» Work request
Collect all lines from the listing that include the string "read".

» Record extracts
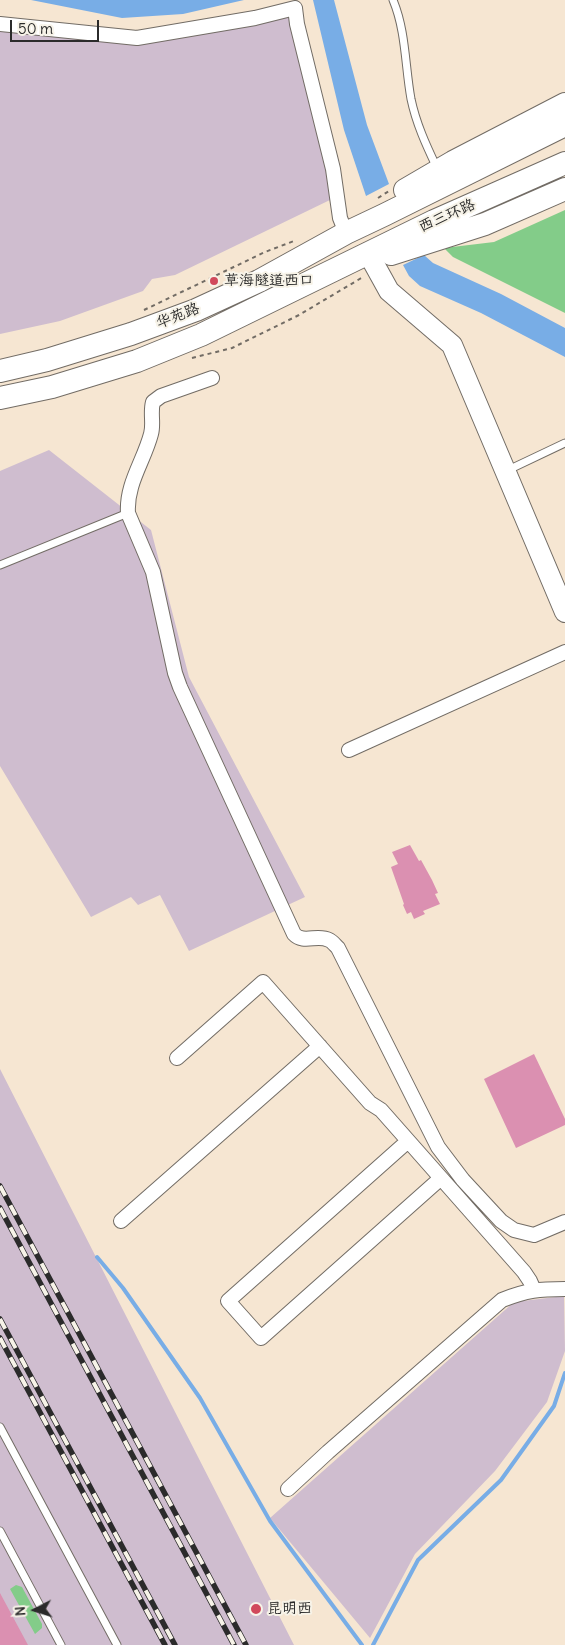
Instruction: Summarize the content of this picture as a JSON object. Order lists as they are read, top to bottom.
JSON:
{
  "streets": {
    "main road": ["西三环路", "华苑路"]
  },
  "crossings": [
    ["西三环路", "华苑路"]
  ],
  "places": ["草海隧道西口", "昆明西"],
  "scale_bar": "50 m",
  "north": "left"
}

---

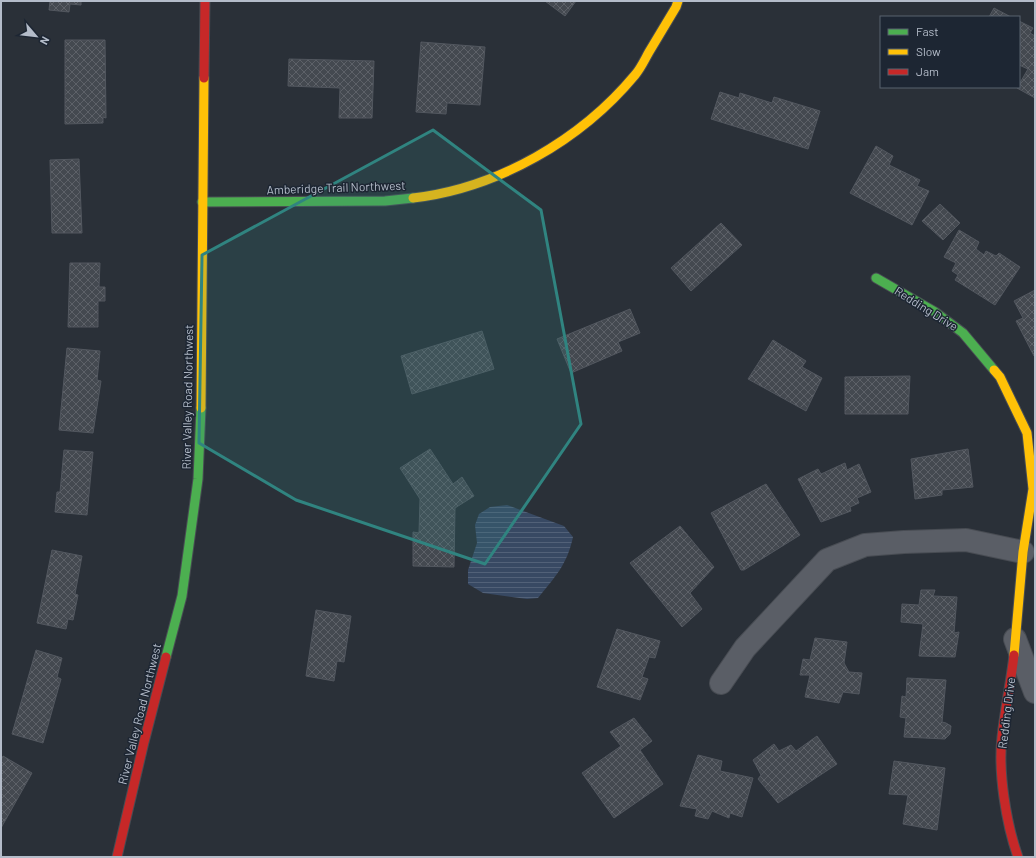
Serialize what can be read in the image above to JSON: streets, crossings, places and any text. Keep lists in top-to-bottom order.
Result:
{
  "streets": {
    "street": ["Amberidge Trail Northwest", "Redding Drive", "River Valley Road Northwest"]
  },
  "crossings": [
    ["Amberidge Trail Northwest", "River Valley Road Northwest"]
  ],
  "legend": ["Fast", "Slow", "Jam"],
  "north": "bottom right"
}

» Your solution
Instruction: Summarize the content of this picture as a JSON object. Order lists as they are read, top to bottom.
Serialize what can be read in the image above to JSON: streets, crossings, places and any text. Keep lists in top-to-bottom order.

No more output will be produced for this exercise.